Why determinant of a 2 by 2 matrix is the area of a parallelogram?
Spend a little time with this figure due to Solomon W. Golomb and enlightenment is not far off:
(Appeared in Mathematics Magazine, March 1985.)
I know I'm extremely late with my answer, but there's a pretty straightforward geometrical approach to explaining it. I'm surprised no one has mentioned it. It does have a shortcoming though - it does not explain why area flips the sign, because there's no such thing as negative area in geometry, just like you can't have a negative amount of apples(unless you are economics major).
It's basically:
Parallelogram = Rectangle - Extra Stuff.
If you simplify $(c+a)(b+d)-2ad-cd-ab$ you will get $ad-bc$.
Also interesting to note that if you swap vectors places then you get a negative(opposite of what $ad-bc$ would produce) area, which is basically:
-Parallelogram = Rectangle - (2*Rectangle - Extra Stuff)
Or more concretely:
$(c+a)(b+d) - [2*(c+a)(b+d) - (2ad+cd+ab)]$
Also it's $bc-ad$, when simplified.
The sad thing is that there's no good geometrical reason why the sign flips, you will have to turn to linear algebra to understand that.

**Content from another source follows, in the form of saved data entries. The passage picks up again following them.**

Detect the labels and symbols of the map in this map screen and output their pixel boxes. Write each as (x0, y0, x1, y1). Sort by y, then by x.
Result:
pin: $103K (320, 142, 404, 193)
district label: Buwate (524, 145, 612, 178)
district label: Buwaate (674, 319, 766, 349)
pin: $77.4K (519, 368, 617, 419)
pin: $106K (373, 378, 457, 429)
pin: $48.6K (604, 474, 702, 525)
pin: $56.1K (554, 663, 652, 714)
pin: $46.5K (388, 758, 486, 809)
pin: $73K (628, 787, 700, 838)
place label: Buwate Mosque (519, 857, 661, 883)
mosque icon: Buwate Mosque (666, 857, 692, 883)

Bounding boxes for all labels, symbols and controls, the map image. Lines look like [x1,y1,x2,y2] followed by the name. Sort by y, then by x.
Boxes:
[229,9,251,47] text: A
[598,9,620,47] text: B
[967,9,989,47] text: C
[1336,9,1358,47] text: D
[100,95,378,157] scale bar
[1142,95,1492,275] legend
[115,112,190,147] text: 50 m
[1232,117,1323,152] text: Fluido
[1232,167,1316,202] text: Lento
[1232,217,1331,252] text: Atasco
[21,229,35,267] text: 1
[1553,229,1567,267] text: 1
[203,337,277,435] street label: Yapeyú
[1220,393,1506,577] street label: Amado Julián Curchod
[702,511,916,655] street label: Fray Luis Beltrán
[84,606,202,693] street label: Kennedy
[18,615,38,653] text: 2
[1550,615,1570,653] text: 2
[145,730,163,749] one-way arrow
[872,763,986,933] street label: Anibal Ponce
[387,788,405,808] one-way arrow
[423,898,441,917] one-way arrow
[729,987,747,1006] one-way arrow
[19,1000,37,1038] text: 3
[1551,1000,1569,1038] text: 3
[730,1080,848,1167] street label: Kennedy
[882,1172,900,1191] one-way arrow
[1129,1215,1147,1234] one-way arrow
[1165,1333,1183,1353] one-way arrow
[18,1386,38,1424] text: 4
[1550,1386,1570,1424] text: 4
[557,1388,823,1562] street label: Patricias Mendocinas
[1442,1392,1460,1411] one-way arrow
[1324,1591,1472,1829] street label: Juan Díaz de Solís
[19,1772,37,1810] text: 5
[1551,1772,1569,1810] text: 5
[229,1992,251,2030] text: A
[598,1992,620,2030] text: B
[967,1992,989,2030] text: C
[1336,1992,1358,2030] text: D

Like others had noted, determinant is the scale factor of linear transformation, so a negative scale factor indicates a reflection.
The oriented area $A(u,v)$ of the parallelogram spanned by vectors $u,v$ is bilinear (eg. $A(u+v,w)=A(u,w)+A(v,w)$ can be seen by adding and removing a triangle) and skew-symmetric. Hence $A(ae_1+be_2,ce_1+de_2)=(ad-bc)A(e_1,e_2)=ad-bc$. (the same works for oriented volumes in any dimension)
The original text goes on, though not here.